TUESDAY, July 26 (HealthDay News) -- Despite recent moves by some states to restrict access to abortion, more Americans now support a woman's right to choose than they did two years ago, a new Harris Interactive/HealthDay poll finds.

Nearly one-quarter (23 percent) of those polled in 2009 supported the idea that a woman should have access to abortion in "all circumstances." But that number has risen to 36 percent in 2011 -- the highest proportion seen in Harris polls on the issue since 1985.

At the same time, the percentage of Americans opposed to abortion under any circumstances fell from 21 percent in 2009 to 17 percent this year.

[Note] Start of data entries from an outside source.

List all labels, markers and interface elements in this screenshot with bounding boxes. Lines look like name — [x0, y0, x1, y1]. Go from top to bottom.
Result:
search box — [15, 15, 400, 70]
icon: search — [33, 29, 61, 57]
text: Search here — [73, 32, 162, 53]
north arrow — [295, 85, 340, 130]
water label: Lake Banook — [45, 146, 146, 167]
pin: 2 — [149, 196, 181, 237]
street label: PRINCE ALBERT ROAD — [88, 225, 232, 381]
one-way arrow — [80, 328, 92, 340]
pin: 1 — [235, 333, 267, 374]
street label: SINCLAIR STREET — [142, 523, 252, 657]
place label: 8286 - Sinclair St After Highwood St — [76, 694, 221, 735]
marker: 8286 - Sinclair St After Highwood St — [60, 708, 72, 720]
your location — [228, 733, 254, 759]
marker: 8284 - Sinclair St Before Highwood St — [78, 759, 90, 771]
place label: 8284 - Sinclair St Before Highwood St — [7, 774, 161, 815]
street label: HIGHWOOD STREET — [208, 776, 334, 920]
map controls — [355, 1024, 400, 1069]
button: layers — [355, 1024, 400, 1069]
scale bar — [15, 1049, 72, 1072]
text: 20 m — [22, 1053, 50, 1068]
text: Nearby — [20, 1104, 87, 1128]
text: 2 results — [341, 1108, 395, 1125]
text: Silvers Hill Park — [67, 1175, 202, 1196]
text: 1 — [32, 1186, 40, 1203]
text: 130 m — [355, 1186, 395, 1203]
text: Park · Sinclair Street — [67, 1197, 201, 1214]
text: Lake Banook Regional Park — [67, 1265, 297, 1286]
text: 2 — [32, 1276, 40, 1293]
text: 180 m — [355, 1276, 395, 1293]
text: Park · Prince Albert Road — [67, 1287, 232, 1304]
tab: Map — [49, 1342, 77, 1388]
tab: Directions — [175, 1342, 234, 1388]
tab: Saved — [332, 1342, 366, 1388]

The poll also found that almost half of U.S. adults (47 percent) favored permitting abortion under "some [but not all] circumstances," a slight dip from the 53 percent observed in 2009.

"Despite the current trend of fiscal conservatism in the United States stemming from the economic downturn, Americans overall remain socially moderate on abortion rights," said Jennifer Colamonico, senior vice president for healthcare research at Harris Interactive, which conducted the online survey of nearly 2,400 adults from July 6 to 8.

The poll results come against the backdrop of recent moves by some states to restrict access to abortion. These include legislation banning insurance coverage for abortion in the health insurance exchanges created as part of last year's federal health care reform; requirements that all women who are considering an abortion get an ultrasound first; and cutting public funding for Planned Parenthood. In some states, such as Indiana, Iowa, Kansas and North Carolina, some of these moves have already been implemented, according to published reports.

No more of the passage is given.